The transport team escorts Cameron and his family members to the new PCU. They arrive at Cameron’s new room, which is bright and spacious with built-in closets to store the family’s personal items. Nicola is excited about the two TVs in the new room, catering to both Cameron and his sisters’ individual viewing preferences. She is also pleased about the additional sleeping accommodations, comforts that will allow her to more easily remain at Cameron’s bedside.

Cameron, who is recovering from a heart transplant, is welcomed along with his mother, Nicola, into his new room in the PCU.

Cameron settles into his room in the new hospital expansion, his mother, Nicola, by his side.

1:36 p.m.

The final patient transport takes place, and the command center issues the final call on the overhead speakers: all transfers have been safely and successfully completed. Cheers from transporters, nurses, physicians and other staff members ring through the halls. The new Lucile Packard Children’s Hospital Stanford is officially open.

Staff celebrates the successful transport of 91 patients from to the new Lucile Packard Children's Hospital Stanford expansions

Staff celebrates as move day comes to a close, following the safe and successful transport of 91 patients.

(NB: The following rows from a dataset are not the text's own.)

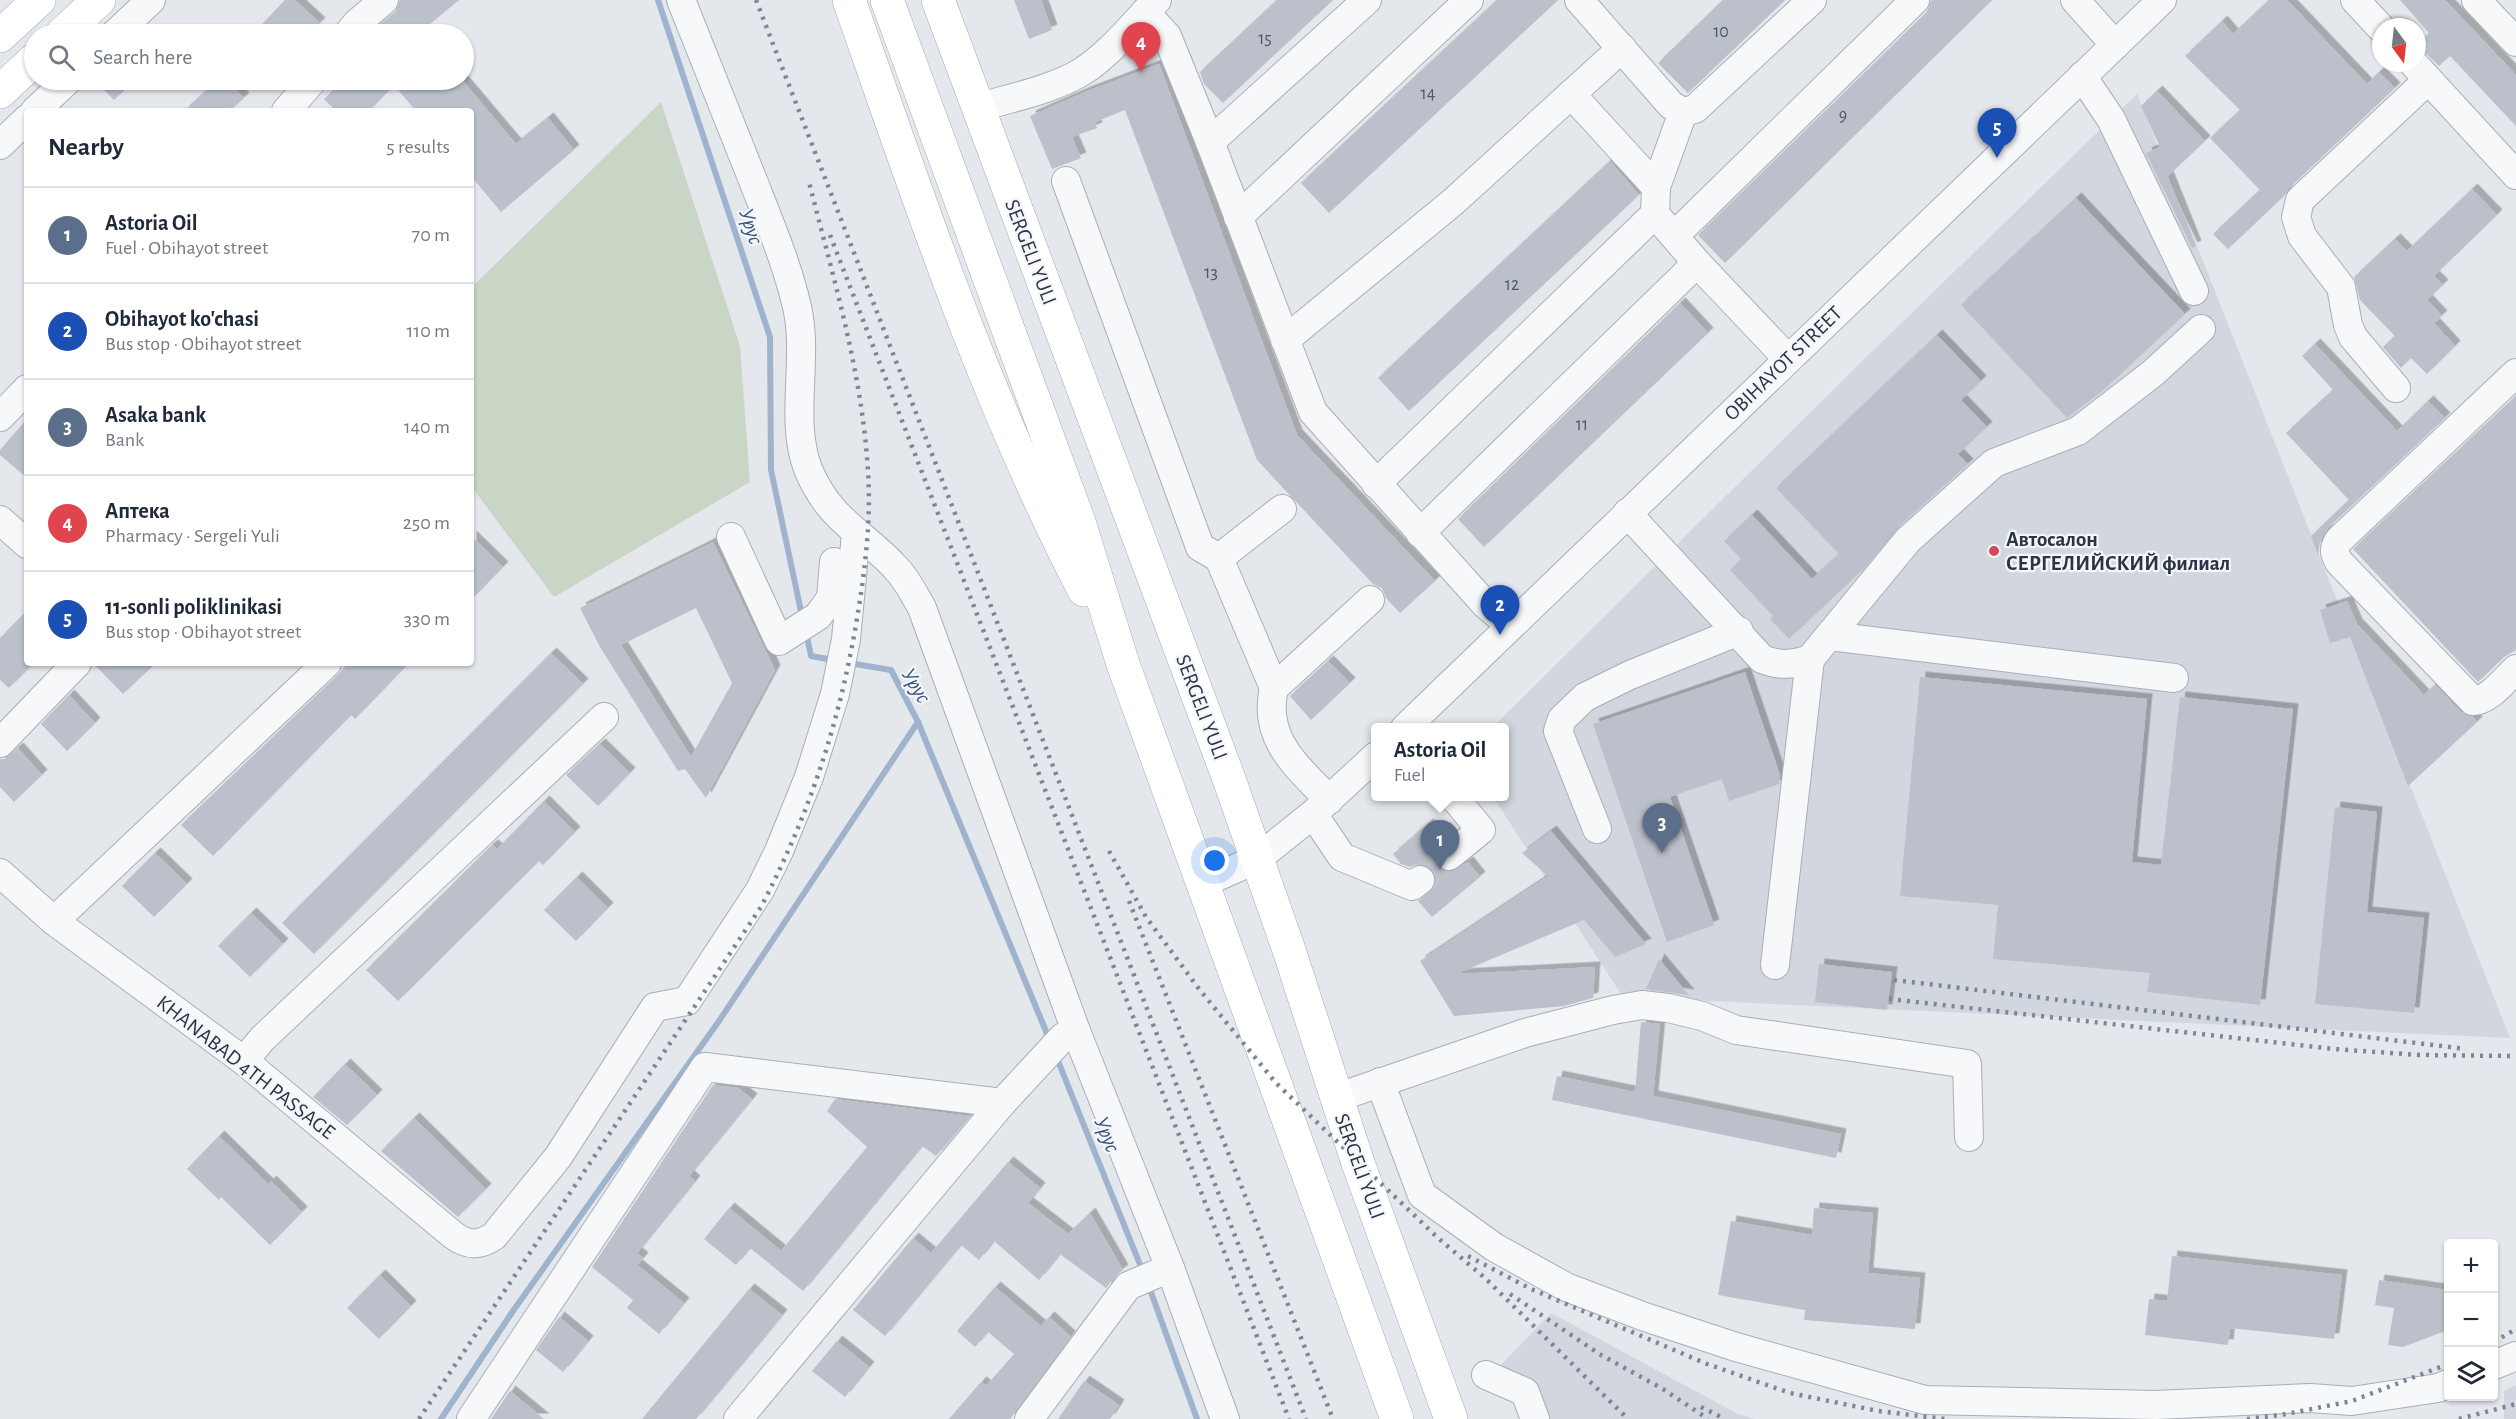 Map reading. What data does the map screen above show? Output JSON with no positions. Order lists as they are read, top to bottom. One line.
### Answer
{"streets":{"main road":["SERGELI YULI"],"street":["OBIHAYOT STREET","KHANABAD 4TH PASSAGE"]},"water":["Урус"],"places":["Автосалон СЕРГЕЛИЙСКИЙ филиал"],"house_numbers":["10","15","14","9","13","12","11"],"north":"bottom","page":{"pins":["4","5","2","3","1"],"search":"Search here","heading":["Nearby","5 results"],"list":[{"mark":"1","name":"Astoria Oil","note":"Fuel · Obihayot street","value":"70 m"},{"mark":"2","name":"Obihayot ko'chasi","note":"Bus stop · Obihayot street","value":"110 m"},{"mark":"3","name":"Asaka bank","note":"Bank","value":"140 m"},{"mark":"4","name":"Аптека","note":"Pharmacy · Sergeli Yuli","value":"250 m"},{"mark":"5","name":"11-sonli poliklinikasi","note":"Bus stop · Obihayot street","value":"330 m"}],"popup":["Astoria Oil","Fuel"],"map_buttons":["+","−"]}} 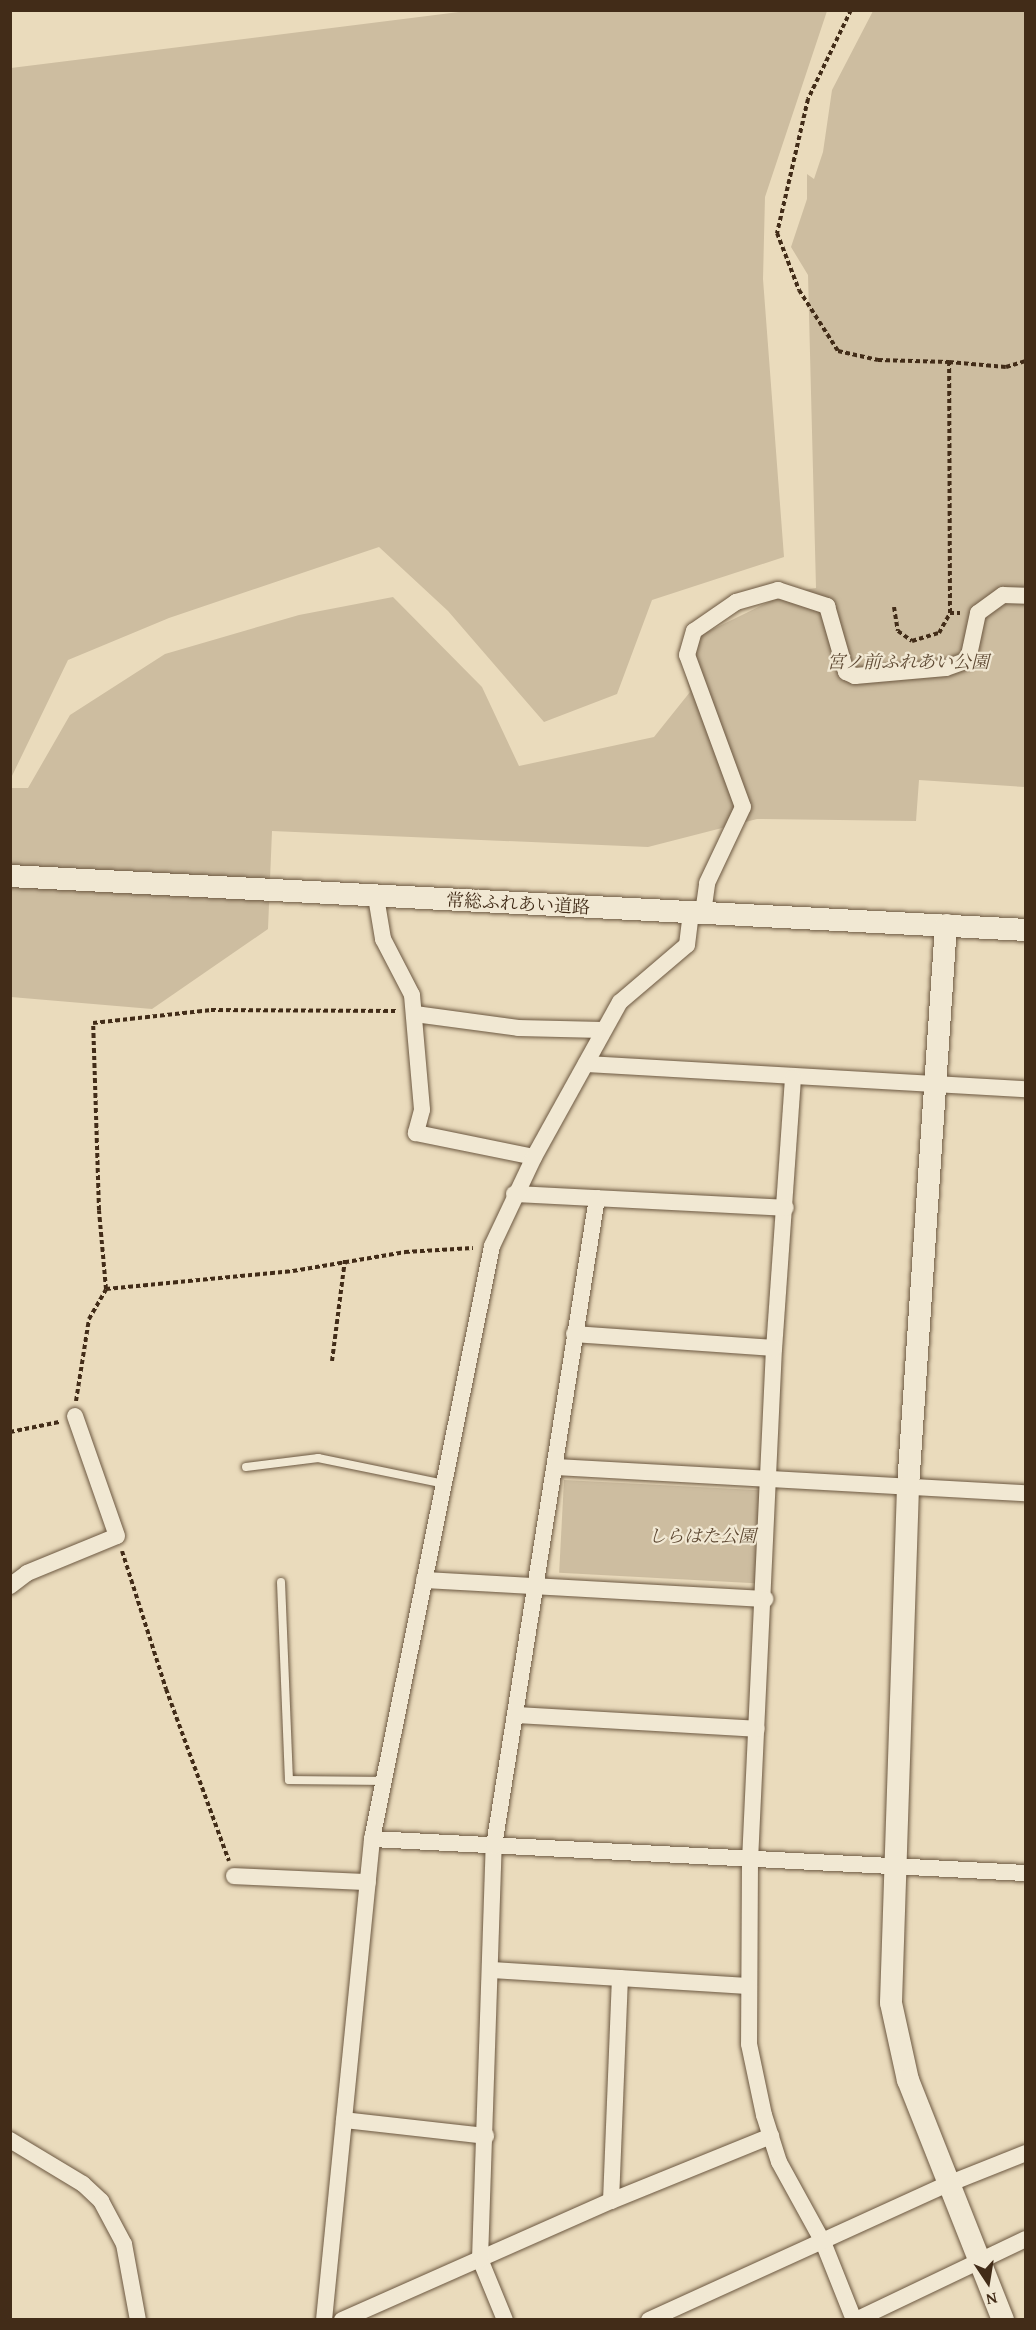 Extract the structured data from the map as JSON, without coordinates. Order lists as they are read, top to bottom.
{
  "streets": {
    "street": ["常総ふれあい道路"]
  },
  "parks": ["宮ノ前ふれあい公園", "しらはた公園"],
  "north": "bottom"
}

More is in store for the new Lucile Packard Children’s Hospital Stanford, as constructions continues on parts of the Main building and awaited renovations kick off in the West building. Learn more about upcoming milestones, including the opening of the new Betty Irene Moore Children’s Outpatient Heart Center




2 Responses to “Move day at Packard Children’s is here”

  1. Star St.John

    Congratulations to you all! Doing the work of angels under the pressure of the opening deadline-Thank you for serving your patients and our community!
    With admiration and respect,
    Star St.John

  2. Ashley Boarman

    I know many months of planning went into this single day move. Congratulations to the entire team!